Александр Иванов - Не жди, когда уснут боги
Город, который я только что оставил, еще не успокоился после минувшей новогодней ночи. Хлопали двери ранних магазинов, заспанно и нетвердо двигались машины и люди. Праздник продолжался, и каждый, понятно, метил его по-своему.
Шофер пригородного автобуса скосился на меня, как на зачумленного. Да и был в этом кое-какой резон: нормальные люди в компаниях, среди друзей, чинно и благородно посиживают за столом или, в крайнем случае, отсылаются в теплых постелях, а я один-одинешенек тащусь, бог знает, куда и зачем. Он протиснул пятерню под тугую шапку-ушанку, яростно потер чуть пониже затылка, выражая тем самым полное презрение к моей персоне, потом вдруг спросил с участием: «Поругался, что ли?».
Я промолчал. Не станешь же объяснять, что друзья у меня страстные любители лыж, что именно мне выпал жребий покинуть застолье и отправиться в горы на поиски подходящего плато, где бы снег сохранялся особенно долго, может, до самого апреля. Да и потом, думал я, всегда ли надо выводить из заблуждения того, кто заблуждается по своей воле?
Водитель ворочался в тесной кабине, ища какой-то спасительный выход. Он на самом деле хотел помочь мне; бесприютность моя его угнетала. Наконец выпалил:
— Нечего мудрить. Сейчас я отвезу тебя к себе домой. Там гостей полно. Притрешься пока, смена моя и закончится. Ух, и кутнем! Договорились?
Будучи совершенно уверен в моем согласии, он даже как-то растерялся, обиделся, когда я покачал головой.
— Ну и черт с тобой! — буркнул запоздало, нажимая на стартер.
Больше он со мной не заговаривал. И демонстративно полез под сиденье, загремел ключами, когда настал мой черед выходить на последней остановке.
Тропа была давней, ее основательно присыпало снегом, но она все равно угадывалась, как человеческое тело под одеждой. И надо ступать твердо, не оскальзываясь, чтобы тропа оставалась ладной, без изъянов, чтобы идущий следом поминал тебя добрым словом.
Шел я долго и не спеша, попутно прикидывал крутизну, протяженность и заснеженность склонов, их разворот к солнцу. Иные были вполне подходящи для головокружительных спусков, иные не очень, а поскольку время позволяло выбирать, тропа уводила меня все дальше и дальше.

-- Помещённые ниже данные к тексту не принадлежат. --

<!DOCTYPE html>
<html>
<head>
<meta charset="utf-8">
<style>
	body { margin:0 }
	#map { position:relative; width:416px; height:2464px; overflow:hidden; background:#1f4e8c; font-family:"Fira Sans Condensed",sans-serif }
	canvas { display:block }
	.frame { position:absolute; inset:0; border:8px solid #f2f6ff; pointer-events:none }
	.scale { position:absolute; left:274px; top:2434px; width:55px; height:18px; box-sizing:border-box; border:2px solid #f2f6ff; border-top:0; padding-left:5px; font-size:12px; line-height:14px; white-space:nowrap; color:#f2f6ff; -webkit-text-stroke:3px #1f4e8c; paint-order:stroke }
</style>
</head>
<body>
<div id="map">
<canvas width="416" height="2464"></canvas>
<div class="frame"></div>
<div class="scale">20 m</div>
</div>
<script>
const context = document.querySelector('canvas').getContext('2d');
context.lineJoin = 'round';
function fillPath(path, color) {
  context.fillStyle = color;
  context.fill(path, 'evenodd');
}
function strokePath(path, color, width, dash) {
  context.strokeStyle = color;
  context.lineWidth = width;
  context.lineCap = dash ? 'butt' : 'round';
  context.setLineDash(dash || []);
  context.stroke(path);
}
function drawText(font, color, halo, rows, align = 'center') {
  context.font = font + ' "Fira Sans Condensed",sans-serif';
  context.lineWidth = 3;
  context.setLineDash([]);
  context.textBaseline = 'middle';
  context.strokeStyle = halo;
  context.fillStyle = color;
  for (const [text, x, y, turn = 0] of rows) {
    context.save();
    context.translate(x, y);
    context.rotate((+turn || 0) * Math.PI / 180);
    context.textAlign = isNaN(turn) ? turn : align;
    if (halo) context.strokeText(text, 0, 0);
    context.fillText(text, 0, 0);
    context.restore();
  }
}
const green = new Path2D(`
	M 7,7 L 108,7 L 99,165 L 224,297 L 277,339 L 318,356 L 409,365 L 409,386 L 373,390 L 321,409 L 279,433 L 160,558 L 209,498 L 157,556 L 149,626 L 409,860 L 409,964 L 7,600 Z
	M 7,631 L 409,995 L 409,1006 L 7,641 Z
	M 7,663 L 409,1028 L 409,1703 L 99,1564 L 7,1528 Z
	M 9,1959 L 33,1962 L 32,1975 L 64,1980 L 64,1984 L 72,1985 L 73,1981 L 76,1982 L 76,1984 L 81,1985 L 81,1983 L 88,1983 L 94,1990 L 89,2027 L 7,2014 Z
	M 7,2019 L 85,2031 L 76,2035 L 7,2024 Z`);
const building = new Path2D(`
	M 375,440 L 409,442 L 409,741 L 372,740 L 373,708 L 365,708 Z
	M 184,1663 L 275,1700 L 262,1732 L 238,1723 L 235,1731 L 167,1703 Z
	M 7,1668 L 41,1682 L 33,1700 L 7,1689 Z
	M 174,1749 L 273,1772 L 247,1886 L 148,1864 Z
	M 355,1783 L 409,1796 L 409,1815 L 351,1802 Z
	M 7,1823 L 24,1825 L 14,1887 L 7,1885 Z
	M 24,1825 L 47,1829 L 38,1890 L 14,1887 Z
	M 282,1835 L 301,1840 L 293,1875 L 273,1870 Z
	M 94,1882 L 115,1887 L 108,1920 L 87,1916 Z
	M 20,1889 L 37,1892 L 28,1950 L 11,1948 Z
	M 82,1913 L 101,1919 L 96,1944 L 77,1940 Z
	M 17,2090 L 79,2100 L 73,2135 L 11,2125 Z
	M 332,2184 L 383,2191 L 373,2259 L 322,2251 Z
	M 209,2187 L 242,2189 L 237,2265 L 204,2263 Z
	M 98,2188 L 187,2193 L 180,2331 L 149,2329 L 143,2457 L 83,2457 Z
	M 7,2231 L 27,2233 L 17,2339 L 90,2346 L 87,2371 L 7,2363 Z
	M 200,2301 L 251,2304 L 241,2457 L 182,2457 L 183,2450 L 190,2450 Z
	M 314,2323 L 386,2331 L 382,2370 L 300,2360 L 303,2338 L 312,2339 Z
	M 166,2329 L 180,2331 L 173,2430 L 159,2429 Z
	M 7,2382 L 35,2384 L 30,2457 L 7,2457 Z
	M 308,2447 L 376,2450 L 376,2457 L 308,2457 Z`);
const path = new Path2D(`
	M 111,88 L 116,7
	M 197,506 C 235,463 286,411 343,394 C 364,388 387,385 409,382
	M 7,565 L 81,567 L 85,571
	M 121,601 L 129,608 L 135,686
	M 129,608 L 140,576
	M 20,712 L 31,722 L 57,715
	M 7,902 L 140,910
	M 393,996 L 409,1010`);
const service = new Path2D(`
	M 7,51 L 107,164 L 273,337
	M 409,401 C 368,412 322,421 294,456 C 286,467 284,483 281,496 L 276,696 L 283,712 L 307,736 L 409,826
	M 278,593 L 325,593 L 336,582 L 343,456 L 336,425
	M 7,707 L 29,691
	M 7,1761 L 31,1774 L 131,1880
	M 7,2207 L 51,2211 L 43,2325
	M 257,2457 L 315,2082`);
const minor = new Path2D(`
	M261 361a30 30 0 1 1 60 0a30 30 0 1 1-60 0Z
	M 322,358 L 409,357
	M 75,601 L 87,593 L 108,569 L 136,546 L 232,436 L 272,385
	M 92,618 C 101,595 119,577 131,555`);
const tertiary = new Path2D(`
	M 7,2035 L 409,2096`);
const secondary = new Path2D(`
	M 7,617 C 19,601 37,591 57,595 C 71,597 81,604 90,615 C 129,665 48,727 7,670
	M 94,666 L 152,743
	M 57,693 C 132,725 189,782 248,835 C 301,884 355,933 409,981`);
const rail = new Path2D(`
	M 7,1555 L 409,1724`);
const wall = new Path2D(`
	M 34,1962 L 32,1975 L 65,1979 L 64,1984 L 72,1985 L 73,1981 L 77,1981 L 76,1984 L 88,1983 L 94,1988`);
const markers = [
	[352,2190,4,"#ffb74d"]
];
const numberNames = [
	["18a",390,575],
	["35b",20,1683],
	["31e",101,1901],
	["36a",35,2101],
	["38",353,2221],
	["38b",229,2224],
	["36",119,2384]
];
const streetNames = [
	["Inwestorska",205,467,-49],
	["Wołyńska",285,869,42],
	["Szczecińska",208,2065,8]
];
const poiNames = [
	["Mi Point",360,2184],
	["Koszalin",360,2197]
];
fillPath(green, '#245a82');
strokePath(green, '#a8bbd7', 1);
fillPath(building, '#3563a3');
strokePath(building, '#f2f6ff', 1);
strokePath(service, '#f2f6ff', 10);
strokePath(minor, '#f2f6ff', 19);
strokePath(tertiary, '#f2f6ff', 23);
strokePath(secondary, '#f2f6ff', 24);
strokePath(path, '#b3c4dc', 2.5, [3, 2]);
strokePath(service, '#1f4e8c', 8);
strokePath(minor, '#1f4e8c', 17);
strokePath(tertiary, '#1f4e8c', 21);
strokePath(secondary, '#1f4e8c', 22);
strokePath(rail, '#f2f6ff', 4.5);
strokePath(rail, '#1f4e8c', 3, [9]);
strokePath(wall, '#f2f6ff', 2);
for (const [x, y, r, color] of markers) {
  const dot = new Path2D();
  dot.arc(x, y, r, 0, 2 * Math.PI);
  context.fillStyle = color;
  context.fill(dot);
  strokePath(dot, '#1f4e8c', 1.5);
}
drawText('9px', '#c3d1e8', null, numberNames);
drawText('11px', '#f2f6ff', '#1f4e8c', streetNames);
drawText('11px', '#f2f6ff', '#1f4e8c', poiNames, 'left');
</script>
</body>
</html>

К вечеру, когда солнце, отбыв свой короткий рабочий день, удалилось на покой и, заметно похолодало, открылась просторная подковообразная долина, окаймленная горами. У самого ее изголовья чернели пятна домов, ферм. А какие склоны окрест — на самый изысканный вкус! Все складывалось великолепно. Раз есть дома, значит, есть и дорога, а значит, мы сможем добираться сюда на машине и выигрывать несколько часов для лыж. С ночлегом тоже решить не сложно — вон сколько домов. Я постучался в крайний.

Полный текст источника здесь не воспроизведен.